Hypertext Fiction: It’s natural for a reader to follow an associative path

            Long have fiction readers succumbed to the imagery of settings, empathized with characters and thrilled along the plot line of introduction, climax and resolution. Absorbing words and turning pages, fiction readers followed a linear path that was carefully constructed by authors to fit the format of the printed book. This has been the way of the story since printing conventions were established–the author writes, the reader reads. Then there was light, and binary code and the transportability of text was discovered. Writers mixed storytelling with technology that made “possible nonsequential, fully electronic reading” called hyperfiction (Snyder). With hyperfiction, readers were woken from a long period of active reading in which they made mental connections, to find they had to make active decisions to move through a story, following trails set by authors in underlined words. Readers experienced frustration, elation and cast off their linear expectations of plot as they were gently guided into interactive reading. The role of the reader turned on a link and a new form of story was born; one which demanded more of the reader through discovery, interaction and a casting off of linear plot expectations.

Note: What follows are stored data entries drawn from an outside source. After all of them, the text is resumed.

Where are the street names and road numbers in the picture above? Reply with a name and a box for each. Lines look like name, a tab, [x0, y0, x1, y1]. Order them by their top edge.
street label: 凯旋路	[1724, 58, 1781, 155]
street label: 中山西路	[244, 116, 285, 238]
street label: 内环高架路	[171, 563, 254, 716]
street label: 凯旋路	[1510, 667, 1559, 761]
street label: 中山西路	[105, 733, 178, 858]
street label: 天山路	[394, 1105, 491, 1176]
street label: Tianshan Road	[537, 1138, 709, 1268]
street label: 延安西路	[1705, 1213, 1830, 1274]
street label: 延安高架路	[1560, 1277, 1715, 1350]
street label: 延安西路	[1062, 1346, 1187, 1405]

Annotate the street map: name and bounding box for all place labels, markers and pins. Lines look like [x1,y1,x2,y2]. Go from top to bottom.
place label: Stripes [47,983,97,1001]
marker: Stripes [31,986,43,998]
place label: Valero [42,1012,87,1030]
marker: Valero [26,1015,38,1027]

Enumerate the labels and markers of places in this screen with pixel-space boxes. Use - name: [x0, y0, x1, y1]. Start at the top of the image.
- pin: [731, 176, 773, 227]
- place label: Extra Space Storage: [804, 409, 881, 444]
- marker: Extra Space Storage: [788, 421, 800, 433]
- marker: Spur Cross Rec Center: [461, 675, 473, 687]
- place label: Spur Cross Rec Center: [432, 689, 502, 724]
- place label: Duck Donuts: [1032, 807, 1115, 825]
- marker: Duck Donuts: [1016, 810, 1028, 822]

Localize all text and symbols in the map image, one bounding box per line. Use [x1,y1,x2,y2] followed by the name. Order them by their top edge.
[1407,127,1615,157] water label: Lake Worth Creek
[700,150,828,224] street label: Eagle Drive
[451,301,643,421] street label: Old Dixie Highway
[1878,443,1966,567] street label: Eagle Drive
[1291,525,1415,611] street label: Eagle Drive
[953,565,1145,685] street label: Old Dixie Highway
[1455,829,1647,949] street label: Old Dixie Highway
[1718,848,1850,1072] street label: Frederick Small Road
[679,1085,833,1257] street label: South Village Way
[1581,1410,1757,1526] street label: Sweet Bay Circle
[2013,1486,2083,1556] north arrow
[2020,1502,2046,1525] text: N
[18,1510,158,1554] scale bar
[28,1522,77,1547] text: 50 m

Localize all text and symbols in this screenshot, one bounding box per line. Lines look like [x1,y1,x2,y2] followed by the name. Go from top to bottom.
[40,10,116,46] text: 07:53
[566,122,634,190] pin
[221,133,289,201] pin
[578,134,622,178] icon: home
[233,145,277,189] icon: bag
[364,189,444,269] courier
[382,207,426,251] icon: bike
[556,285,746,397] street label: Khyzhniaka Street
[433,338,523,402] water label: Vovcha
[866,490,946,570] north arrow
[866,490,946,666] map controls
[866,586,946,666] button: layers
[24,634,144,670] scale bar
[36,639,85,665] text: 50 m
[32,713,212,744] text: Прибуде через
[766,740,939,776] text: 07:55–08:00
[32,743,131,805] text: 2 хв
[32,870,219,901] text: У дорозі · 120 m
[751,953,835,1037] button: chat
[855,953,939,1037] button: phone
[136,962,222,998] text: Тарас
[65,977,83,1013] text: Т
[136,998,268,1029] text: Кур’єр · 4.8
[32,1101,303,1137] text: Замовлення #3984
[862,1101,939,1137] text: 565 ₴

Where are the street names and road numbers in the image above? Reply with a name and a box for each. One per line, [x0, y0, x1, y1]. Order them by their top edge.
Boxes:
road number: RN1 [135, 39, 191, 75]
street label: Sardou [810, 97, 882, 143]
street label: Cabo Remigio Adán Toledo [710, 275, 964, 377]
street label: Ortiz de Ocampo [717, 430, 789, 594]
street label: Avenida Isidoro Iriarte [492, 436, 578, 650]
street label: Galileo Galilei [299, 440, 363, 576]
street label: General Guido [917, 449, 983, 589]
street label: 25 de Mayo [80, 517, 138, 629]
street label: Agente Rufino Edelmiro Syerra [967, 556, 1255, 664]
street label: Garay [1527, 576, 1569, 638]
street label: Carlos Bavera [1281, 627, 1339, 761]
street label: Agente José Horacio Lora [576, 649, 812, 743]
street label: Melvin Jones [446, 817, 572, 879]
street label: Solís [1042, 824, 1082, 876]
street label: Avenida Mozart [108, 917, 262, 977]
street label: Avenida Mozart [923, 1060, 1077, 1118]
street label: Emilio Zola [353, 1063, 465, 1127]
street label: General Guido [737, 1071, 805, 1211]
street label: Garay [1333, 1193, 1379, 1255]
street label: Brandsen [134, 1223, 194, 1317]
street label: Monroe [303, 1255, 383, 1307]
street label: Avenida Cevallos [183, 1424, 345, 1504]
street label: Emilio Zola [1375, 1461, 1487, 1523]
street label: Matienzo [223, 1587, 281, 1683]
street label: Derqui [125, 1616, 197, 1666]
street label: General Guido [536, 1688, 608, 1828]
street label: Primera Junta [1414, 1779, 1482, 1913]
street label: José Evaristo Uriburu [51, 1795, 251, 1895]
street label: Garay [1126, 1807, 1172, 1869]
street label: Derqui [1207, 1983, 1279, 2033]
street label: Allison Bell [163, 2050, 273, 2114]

            Hyperfiction calls to the adventurous soul, tempting the reader to discover the unmapped organization of its structure. By clicking hypertext links, readers can choose to explore within the story or move out into other texts that are related in content. Unlike printed fiction, the hyperfiction expands and stretches its storylines in many directions offering the reader bridges to cross and fjords to leap. “The space we seem to be manoeuvring is “imaginational.” Like bugs in flatland, we momentarily extend the traditionally linear (i.e., 2-D) reading act into a third dimension when we travel a link” (Tolva). The reader, like a true adventurer, must often leap blindly for the links seldom denote where she will arrive. These transporters are not navigational buttons that follow an ordered categorization of content. The hyperlinked paths have been created by the author to enhance the effect of the text, just as a gardener creates a path to lead the stroller past the brightest rose, the trickling waterfall.


            In M.D. Coverley’s hypertext, Califia, the reader must traverse multiple histories by exploring letters, pictures, deeds and journals. The text is rich in clues, secrets, puzzles and quests, but it is also of value to the reader as she learns to enjoy the content without resolution-oriented consumption of words. “The reader must ramble and be sidetracked in Califia because all narrative lines are visual, fragmentary and nonsequential–and yet all are interlinked associationally across time and geography by the constant of the quest for treasure” (EnGL32). The quest and the discovery hold the reader to this complex text, which could take days to traverse. We are “satisfied when we manage to resolve narrative tensions and to minimize ambiguities, to explain puzzles, and to incorporate as many of the narrative elements as possible into a coherent pattern” (Yellowlees). Unlike plot driven stories, the discovery in hypertext is often the journey, and the journey is powered by the reader’s willing interaction with the text.


            In Hyperfiction there can be a plot, or multi-plots, so the reading path is not as obvious as in a printed book, therefore, the reader must consider the route.


Any individual path through hypertext is linear, of course: the reader is still reading or viewing or hearing items in sequence, which is to say, one after the other, linearly.  What makes hypertext hypertext is not non-linearity but choice, the interaction of the reader to determine which of several or many paths through the available information is the one taken at a certain moment in time. (Deemer)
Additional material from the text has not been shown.